South Dakota Gov. Kristi Noem, a Republican, has taken the most hands-off approach to COVID-19 of any governor. That state’s rate of COVID-19 deaths is nearly double Ohio’s. Forbes ranks South Dakota among the 10 riskiest states to visit right now.
Did Sweden take the right approach?
Smith: “Sweden, they never shut down. They were proud. They’d had lower numbers than everybody else. Now, Sweden’s numbers are just as high as every one of their neighbors,” Smith said. “If all the neighboring countries around Sweden shut down and Sweden didn’t, but now Sweden’s numbers are just like theirs, what was the freaking reason for the shutdown?”
Fact check: At the beginning of the pandemic, Sweden imposed some restrictions on its citizens – shutting down in-person learning in high schools and universities, limiting gatherings to 50 people and restricting access to nursing homes. But the country did not implement the widespread shutdowns that other European counties imposed.
Did it work? In July, Swedish doctors warned in USA Today that the country’s approach was flawed: “At the moment, we have set an example for the rest of the world on how not to deal with a deadly infectious disease.”
At that point, Sweden had a death toll nearly five times greater than that of the other four Nordic countries combined, the doctors wrote.
President Donald Trump, in April, tweeted that: “Despite reports to the contrary, Sweden is paying heavily for its decision not to lockdown.”
Even with this approach, the Swedish economy still took a hit between April and June, according to the BBC, but it was not as severe as other European counties.
Now, Sweden has one of the highest rates of COVID-19 deaths per 100,000 residents on the continent, far higher than neighboring countries.
Do masks stop a tiny virus?
Rep. Tim Ginter, R-Salem: “The virus is so small. It’s so microscopic that it could almost be likened to a smoke vapor that these masks are not going to stop,” he said. “One epidemiologist said it’s like trying to stop mosquitos with a chain-link fence.”
Virus particles are quite small, 60 to 140 nanometers, but don’t fly into the air on their own. They are shed in respiratory droplets, which are blocked by most masks.
“In a nutshell, it’s not the size of the virus. It’s the size of the droplets,” said Dr. Bruce Vanderhoff, Ohio’s new chief medical officer. “Those droplets are in fact blocked by these relatively simple masks.”

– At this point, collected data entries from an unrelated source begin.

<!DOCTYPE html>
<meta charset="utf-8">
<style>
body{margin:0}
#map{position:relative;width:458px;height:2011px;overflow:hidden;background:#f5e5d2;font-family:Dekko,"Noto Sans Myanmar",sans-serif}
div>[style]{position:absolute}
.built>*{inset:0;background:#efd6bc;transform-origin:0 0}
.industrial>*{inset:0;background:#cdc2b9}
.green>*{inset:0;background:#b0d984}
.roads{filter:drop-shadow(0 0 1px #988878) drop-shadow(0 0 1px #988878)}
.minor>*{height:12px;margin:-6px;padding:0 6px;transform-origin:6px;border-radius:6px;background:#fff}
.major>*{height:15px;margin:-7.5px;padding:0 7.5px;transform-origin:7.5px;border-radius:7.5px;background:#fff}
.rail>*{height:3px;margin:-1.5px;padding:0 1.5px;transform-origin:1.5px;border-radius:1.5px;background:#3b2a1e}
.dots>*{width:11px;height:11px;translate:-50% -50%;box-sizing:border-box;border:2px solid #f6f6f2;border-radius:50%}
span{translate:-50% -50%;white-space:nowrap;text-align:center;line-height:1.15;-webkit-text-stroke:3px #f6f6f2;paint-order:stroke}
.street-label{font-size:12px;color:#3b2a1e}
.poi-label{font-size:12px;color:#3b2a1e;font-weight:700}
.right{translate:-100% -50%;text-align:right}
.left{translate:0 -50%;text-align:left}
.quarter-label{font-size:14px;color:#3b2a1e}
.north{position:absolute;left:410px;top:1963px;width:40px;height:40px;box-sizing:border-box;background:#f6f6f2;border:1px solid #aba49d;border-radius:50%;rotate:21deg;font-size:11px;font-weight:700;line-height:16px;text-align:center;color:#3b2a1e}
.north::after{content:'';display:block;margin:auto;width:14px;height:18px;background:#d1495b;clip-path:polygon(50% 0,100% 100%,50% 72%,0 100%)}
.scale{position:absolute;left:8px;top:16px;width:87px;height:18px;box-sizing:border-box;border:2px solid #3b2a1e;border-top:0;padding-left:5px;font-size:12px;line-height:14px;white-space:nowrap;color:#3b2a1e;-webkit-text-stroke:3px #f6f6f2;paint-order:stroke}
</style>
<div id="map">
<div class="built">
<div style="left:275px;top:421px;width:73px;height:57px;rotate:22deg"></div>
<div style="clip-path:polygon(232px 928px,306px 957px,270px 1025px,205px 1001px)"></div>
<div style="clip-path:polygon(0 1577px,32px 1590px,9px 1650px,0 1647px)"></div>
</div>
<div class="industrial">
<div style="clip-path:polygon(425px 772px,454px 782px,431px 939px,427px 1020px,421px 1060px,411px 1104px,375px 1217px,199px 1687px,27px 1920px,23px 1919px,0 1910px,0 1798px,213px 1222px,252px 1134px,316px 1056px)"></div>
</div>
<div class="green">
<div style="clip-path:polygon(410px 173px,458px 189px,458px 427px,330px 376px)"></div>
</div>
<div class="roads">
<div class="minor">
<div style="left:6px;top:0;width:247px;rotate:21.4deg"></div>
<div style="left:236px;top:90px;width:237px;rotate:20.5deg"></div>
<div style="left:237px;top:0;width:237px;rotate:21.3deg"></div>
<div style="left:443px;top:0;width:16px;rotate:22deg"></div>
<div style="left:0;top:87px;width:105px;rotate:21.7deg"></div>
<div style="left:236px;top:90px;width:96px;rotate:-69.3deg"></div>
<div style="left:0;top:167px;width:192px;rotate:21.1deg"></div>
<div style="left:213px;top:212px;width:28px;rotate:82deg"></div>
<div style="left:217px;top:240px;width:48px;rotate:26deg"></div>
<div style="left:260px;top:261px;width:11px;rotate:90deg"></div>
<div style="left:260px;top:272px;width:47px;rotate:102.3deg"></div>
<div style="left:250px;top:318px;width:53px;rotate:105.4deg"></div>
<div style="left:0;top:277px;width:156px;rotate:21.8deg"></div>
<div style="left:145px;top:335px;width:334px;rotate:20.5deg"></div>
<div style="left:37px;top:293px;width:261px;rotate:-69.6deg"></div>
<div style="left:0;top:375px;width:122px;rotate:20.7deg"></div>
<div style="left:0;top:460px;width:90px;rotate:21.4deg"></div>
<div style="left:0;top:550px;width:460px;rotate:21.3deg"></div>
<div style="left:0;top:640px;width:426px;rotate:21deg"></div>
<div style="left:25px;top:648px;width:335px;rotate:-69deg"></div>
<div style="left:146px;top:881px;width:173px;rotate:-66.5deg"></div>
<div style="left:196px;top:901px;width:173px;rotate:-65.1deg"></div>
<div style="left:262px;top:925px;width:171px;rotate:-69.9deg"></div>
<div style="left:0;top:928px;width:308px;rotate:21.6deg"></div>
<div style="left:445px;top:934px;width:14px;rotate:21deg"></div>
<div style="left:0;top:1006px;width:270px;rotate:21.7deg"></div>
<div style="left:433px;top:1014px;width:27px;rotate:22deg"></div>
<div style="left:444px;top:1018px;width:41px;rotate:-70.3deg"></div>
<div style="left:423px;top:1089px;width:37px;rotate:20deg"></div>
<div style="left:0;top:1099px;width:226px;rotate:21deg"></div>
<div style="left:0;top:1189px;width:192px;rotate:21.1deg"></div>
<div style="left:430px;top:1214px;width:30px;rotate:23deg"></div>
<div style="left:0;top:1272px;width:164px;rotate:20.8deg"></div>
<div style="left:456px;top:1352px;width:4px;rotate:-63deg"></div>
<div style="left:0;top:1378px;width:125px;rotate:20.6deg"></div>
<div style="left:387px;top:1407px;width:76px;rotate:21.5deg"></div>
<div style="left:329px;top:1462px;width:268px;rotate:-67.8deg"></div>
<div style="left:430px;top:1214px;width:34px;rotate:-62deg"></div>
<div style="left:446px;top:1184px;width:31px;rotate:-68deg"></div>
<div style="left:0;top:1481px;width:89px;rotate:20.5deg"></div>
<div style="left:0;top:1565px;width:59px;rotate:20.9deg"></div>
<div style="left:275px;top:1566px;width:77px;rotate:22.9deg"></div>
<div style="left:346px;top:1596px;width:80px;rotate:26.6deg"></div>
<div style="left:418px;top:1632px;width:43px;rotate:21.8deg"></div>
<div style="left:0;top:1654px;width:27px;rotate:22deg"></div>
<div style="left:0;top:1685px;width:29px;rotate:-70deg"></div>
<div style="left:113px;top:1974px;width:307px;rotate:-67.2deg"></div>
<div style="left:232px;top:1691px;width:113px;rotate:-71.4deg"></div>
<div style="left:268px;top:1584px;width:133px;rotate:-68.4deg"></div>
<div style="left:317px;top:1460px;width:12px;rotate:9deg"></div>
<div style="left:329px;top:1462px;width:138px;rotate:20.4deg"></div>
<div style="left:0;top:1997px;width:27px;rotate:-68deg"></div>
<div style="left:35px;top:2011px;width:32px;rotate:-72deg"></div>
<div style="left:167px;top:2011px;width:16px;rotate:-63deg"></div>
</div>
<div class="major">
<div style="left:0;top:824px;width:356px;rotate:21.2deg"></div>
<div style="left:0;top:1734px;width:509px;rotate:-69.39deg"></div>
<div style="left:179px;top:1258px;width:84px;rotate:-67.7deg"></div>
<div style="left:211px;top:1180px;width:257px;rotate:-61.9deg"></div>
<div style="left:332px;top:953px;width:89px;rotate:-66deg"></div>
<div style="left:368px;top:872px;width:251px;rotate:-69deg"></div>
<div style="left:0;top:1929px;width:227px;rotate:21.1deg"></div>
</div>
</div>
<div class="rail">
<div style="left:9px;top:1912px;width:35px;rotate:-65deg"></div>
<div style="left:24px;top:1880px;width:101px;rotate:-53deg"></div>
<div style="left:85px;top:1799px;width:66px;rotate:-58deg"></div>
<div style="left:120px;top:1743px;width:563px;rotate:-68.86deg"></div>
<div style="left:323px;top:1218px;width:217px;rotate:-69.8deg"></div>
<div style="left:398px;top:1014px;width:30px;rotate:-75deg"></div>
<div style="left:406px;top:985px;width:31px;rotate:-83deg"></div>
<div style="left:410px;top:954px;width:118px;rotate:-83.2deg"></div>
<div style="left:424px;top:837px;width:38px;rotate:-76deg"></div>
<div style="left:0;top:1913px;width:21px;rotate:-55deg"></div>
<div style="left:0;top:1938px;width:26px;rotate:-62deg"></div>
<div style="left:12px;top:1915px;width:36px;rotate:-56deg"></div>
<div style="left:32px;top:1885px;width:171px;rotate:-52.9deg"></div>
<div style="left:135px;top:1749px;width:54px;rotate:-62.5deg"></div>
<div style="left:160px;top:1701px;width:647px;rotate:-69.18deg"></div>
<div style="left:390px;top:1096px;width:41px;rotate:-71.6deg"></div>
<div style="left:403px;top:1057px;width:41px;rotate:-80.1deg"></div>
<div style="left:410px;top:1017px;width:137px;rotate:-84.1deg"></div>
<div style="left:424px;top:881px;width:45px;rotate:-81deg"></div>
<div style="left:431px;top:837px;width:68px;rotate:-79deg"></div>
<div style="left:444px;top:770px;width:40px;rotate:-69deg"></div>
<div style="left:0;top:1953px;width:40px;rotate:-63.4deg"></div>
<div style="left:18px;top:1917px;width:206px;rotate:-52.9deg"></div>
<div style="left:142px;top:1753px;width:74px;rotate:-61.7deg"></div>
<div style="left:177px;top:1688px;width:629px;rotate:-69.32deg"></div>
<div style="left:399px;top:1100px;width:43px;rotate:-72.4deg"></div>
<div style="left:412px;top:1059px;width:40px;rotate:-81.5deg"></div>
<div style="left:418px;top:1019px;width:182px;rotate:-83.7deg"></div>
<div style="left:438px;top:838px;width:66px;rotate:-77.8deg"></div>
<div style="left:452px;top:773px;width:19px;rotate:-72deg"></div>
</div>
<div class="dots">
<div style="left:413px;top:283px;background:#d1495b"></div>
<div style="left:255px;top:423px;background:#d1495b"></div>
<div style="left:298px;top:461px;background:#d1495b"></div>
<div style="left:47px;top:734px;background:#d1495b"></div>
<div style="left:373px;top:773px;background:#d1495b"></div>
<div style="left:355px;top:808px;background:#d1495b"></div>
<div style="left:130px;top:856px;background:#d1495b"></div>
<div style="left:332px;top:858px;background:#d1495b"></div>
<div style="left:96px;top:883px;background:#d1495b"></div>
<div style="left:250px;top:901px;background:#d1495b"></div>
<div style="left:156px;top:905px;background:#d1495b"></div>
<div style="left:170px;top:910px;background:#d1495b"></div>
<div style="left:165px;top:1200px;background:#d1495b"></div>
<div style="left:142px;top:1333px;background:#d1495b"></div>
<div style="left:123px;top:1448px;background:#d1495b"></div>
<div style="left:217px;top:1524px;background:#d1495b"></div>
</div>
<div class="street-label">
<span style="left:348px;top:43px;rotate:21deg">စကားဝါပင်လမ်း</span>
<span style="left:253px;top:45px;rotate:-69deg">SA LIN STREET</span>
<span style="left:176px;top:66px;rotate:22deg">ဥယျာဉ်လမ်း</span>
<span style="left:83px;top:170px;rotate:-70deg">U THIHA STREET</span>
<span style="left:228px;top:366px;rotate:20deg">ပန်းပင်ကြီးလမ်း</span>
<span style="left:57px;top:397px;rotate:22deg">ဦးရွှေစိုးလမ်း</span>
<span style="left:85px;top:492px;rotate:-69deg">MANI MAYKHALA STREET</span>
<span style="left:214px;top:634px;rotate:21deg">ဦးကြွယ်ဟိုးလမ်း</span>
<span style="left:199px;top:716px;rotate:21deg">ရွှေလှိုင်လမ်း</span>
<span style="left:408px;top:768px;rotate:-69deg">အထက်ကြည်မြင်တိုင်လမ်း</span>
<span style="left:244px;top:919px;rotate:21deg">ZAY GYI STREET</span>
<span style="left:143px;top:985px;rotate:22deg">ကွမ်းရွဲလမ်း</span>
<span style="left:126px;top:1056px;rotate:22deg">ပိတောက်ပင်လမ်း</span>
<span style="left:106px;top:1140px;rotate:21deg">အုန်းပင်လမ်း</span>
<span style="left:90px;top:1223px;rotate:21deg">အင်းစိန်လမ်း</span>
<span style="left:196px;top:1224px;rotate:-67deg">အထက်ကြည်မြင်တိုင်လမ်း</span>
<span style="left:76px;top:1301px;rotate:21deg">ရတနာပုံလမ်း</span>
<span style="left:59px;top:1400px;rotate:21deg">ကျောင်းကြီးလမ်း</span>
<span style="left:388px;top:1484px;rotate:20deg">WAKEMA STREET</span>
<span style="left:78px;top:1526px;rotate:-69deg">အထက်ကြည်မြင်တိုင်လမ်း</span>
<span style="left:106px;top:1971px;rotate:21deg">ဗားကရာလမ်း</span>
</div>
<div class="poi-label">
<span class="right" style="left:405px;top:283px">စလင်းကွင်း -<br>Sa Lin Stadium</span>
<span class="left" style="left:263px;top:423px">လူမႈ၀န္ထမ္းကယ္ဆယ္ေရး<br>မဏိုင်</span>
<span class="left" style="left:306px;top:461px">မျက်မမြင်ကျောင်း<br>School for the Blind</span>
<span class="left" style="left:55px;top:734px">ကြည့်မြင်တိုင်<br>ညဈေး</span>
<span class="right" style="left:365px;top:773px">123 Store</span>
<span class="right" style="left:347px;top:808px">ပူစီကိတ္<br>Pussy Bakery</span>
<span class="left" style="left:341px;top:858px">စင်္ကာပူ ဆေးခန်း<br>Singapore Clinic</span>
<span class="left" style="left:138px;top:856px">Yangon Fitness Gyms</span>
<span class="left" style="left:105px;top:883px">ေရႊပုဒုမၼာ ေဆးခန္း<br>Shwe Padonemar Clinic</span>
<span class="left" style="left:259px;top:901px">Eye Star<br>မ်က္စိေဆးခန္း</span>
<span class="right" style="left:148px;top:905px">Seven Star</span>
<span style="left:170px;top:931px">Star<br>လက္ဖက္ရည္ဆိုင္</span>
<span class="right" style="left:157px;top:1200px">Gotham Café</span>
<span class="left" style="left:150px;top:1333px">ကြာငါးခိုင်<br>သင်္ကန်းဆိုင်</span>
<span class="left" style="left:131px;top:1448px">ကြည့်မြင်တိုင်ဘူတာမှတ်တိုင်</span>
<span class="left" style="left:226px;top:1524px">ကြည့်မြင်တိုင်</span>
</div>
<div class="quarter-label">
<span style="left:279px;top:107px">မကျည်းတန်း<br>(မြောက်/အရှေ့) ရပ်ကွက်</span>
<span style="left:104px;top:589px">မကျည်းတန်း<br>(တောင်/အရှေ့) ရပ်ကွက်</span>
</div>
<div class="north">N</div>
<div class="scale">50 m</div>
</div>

Should we wait for herd immunity?
Rep. Allison Russo, D-Upper Arlington: “Trust me, there are times when I have just thought, ‘let’s just get infected in my house and get it over with,’ but can you talk about where that fails and what the problem is, specifically with this virus?”
Fact check: Herd immunity or community immunity is a term used to describe when enough of a population is immune to an infectious disease, either through vaccination and/or prior illness, to make its spread unlikely, according to the U.S. Centers for Disease Control and Prevention.
“Herd immunity is very, very important, but we don’t actually know that it is even possible to achieve herd immunity by simple, natural exposure to this virus,” Vanderhoff responded to Russo’s question.
To achieve herd immunity in the United States without a vaccine, one estimate suggested 213 million Americans would need to be infected, leaving 1.39 million dead. To date, about 258,000 Americans have died from COVID-19.
“A lot of people suffer and die along the path of trying to achieve herd immunity by just exposure of a population to a virus,” Vanderhoff said.
Those infections and deaths would disproportionately affect Black and Hispanic Americans, he added, consistent with current trends.